* WHAT YOU SHOULD DO: Below are some records. Return exactly the lines from the one containing "display:flex; align-items:center; gap:14px;" through the one containing "position:absolute; left:14px; top:982px;", both included, and only those.

##### DATASET

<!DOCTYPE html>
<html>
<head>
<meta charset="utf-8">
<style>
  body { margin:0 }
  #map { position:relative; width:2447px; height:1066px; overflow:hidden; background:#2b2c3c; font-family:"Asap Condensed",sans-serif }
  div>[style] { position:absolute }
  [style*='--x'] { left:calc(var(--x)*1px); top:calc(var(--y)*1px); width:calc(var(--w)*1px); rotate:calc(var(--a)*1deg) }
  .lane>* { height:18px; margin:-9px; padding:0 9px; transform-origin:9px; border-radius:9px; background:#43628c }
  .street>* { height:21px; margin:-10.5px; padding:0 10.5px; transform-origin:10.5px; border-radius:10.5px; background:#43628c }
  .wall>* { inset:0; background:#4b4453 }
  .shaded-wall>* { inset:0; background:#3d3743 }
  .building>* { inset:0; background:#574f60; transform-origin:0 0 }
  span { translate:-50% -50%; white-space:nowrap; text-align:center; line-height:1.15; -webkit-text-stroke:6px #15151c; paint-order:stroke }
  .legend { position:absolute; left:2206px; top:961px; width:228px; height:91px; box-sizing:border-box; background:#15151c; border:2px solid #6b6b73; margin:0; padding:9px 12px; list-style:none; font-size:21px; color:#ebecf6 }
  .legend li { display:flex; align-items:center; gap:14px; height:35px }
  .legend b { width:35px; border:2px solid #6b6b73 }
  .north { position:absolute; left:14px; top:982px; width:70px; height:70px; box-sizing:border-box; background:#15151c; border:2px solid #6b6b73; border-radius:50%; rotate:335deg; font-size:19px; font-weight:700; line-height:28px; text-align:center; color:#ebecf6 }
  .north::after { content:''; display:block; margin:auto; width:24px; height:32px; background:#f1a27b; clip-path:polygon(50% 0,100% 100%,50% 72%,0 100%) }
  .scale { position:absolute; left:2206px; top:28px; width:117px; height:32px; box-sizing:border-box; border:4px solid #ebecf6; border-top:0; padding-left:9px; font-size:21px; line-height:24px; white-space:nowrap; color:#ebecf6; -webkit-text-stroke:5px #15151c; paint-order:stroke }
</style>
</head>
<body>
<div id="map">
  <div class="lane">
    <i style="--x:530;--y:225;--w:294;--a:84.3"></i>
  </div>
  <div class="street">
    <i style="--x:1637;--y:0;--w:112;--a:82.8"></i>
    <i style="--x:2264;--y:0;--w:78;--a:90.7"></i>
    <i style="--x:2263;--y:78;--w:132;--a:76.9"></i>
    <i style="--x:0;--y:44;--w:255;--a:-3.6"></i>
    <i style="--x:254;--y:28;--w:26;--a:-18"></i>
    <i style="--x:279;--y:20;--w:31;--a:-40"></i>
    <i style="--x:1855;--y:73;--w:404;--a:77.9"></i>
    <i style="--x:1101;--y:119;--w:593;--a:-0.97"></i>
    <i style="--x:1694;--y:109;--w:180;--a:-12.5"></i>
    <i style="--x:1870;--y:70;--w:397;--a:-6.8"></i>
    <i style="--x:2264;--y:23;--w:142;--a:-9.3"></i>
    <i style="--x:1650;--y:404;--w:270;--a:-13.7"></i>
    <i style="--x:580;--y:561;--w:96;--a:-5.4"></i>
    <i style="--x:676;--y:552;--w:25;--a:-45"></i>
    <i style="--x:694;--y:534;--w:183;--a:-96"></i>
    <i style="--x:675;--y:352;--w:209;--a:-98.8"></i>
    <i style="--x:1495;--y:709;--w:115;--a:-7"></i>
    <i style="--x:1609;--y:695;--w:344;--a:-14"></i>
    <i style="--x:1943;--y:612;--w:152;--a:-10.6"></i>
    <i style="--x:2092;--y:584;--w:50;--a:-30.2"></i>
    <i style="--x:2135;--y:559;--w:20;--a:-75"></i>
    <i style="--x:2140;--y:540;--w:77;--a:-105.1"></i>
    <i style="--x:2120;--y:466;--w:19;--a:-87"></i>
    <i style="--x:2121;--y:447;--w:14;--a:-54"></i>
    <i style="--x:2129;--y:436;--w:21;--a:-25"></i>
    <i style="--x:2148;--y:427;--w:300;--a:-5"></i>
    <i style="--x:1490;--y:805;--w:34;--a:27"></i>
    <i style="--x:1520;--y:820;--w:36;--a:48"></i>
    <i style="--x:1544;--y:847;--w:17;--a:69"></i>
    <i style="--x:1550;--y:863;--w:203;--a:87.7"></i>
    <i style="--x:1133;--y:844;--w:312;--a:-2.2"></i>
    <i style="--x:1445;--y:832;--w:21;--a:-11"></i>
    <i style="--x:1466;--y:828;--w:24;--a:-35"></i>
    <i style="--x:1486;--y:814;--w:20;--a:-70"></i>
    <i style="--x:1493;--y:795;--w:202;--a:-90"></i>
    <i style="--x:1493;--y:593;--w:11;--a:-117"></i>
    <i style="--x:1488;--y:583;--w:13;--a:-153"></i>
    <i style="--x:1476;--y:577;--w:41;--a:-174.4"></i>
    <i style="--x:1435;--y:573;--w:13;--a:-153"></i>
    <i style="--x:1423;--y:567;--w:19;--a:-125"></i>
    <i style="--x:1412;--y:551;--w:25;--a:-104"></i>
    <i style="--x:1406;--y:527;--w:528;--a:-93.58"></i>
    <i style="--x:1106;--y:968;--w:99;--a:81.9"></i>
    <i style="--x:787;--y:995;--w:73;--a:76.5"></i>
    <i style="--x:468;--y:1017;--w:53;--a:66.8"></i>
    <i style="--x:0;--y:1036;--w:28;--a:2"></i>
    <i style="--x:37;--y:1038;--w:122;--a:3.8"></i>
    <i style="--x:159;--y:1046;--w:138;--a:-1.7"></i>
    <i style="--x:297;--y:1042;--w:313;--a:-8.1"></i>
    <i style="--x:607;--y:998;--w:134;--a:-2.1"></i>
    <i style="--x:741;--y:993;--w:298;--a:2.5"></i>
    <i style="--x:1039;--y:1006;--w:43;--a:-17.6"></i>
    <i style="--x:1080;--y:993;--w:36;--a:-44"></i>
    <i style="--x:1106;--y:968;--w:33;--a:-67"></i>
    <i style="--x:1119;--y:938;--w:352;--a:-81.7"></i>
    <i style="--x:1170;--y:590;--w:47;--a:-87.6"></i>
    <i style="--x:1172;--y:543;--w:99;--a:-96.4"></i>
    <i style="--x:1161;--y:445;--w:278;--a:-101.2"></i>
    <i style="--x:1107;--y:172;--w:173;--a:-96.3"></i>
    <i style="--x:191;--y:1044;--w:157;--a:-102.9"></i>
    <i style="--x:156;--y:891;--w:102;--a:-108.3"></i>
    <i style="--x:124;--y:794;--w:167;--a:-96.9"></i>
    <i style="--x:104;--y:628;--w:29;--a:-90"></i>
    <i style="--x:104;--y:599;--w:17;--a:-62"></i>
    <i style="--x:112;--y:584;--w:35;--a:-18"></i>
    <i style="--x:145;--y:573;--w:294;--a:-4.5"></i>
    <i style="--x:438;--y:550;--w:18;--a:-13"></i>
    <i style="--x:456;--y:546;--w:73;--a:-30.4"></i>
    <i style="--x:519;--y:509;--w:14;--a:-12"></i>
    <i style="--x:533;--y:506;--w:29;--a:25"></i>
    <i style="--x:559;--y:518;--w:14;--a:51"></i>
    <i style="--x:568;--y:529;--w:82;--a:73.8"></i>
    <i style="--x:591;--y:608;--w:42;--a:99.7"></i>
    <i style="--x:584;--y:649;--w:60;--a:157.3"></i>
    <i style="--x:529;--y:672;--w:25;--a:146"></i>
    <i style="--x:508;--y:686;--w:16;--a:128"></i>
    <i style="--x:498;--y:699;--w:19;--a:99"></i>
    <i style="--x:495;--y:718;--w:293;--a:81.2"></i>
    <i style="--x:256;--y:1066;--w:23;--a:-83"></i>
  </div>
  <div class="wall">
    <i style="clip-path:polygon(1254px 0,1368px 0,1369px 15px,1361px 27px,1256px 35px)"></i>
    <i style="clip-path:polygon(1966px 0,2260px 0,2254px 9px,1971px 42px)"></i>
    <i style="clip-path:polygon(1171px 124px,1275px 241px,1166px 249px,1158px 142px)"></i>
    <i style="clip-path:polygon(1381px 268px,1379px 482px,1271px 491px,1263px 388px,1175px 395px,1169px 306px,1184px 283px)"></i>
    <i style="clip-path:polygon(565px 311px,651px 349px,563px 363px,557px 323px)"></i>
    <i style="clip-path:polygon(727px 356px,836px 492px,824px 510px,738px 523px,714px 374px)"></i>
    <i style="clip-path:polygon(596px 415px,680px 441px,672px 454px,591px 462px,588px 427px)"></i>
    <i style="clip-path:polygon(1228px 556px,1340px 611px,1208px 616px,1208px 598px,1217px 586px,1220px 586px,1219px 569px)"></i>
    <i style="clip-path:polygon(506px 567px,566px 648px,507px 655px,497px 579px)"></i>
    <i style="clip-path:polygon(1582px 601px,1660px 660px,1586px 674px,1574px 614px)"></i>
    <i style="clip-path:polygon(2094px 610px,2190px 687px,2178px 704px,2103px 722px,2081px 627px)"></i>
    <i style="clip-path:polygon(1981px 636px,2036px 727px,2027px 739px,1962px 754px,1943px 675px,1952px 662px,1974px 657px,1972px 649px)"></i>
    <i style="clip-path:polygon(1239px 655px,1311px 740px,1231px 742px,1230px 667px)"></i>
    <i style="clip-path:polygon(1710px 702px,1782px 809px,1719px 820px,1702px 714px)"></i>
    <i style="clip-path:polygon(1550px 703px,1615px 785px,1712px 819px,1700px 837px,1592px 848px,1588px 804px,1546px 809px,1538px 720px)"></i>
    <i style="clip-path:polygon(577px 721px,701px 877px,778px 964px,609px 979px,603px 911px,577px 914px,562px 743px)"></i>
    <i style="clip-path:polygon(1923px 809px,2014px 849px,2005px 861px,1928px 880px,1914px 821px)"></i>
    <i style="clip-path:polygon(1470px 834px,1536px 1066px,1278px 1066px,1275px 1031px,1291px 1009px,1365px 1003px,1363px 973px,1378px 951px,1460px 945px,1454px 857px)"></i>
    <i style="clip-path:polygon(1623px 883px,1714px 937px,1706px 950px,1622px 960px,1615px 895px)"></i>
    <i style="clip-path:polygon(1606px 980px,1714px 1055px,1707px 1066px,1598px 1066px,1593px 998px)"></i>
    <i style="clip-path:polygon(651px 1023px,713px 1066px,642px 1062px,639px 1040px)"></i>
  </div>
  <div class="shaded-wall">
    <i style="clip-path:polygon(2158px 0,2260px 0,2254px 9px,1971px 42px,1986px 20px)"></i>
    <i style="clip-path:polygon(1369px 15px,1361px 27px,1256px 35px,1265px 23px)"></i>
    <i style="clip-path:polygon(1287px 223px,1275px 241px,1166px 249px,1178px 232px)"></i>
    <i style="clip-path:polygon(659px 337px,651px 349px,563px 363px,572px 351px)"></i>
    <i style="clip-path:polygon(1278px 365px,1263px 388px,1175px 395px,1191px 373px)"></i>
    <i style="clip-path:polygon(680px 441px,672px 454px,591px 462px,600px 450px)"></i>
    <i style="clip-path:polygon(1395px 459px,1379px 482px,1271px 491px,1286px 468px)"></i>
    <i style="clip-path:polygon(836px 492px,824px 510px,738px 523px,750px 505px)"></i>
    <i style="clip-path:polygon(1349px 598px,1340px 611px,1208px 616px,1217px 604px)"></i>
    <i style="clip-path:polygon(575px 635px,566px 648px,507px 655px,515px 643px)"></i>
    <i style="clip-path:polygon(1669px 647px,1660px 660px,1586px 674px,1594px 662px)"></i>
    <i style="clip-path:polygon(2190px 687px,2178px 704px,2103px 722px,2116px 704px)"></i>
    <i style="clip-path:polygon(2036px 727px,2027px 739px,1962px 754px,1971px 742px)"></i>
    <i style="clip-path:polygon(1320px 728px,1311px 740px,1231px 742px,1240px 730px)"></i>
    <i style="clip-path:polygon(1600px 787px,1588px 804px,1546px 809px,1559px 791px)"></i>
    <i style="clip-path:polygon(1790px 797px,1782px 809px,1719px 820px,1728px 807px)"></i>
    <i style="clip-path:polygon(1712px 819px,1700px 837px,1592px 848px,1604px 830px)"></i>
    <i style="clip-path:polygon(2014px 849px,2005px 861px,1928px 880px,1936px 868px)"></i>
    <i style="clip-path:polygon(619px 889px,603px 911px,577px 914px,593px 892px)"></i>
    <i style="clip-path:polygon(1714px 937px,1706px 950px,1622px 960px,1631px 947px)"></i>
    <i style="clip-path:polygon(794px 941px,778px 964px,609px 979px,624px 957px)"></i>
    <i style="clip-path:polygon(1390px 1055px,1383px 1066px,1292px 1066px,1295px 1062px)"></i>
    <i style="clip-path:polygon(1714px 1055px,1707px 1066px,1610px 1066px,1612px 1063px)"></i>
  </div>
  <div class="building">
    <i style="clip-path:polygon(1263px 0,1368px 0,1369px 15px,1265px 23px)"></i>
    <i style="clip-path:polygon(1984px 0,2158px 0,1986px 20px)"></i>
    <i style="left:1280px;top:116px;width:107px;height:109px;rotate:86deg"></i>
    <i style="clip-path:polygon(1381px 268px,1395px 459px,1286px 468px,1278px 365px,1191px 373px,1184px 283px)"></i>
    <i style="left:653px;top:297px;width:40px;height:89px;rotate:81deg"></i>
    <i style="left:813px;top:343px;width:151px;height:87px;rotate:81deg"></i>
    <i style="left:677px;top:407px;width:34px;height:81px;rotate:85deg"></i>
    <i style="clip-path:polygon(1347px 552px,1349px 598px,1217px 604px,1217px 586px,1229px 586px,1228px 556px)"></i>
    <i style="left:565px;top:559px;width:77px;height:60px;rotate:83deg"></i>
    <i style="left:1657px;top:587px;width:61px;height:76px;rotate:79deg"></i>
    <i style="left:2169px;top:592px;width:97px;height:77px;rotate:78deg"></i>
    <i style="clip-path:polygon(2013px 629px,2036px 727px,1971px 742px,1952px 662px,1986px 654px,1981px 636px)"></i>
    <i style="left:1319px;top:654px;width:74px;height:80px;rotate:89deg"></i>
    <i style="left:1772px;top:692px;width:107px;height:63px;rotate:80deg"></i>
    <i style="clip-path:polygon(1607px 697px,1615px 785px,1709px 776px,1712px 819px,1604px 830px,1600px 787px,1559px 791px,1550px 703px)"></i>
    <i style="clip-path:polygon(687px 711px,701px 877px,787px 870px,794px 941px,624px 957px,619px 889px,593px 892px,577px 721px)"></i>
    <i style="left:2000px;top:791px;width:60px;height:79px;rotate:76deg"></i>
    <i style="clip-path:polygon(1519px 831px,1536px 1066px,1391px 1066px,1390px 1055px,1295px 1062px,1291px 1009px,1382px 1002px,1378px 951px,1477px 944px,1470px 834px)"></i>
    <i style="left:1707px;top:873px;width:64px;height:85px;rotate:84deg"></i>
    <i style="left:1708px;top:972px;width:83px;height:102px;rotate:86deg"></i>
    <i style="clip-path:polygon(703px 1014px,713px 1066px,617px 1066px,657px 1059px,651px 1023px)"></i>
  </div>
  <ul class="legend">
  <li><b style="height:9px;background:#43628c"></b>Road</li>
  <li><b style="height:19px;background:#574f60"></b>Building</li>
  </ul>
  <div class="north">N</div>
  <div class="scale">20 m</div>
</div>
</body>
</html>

##########

* OUTPUT FOR THIS TASK:
  .legend li { display:flex; align-items:center; gap:14px; height:35px }
  .legend b { width:35px; border:2px solid #6b6b73 }
  .north { position:absolute; left:14px; top:982px; width:70px; height:70px; box-sizing:border-box; background:#15151c; border:2px solid #6b6b73; border-radius:50%; rotate:335deg; font-size:19px; font-weight:700; line-height:28px; text-align:center; color:#ebecf6 }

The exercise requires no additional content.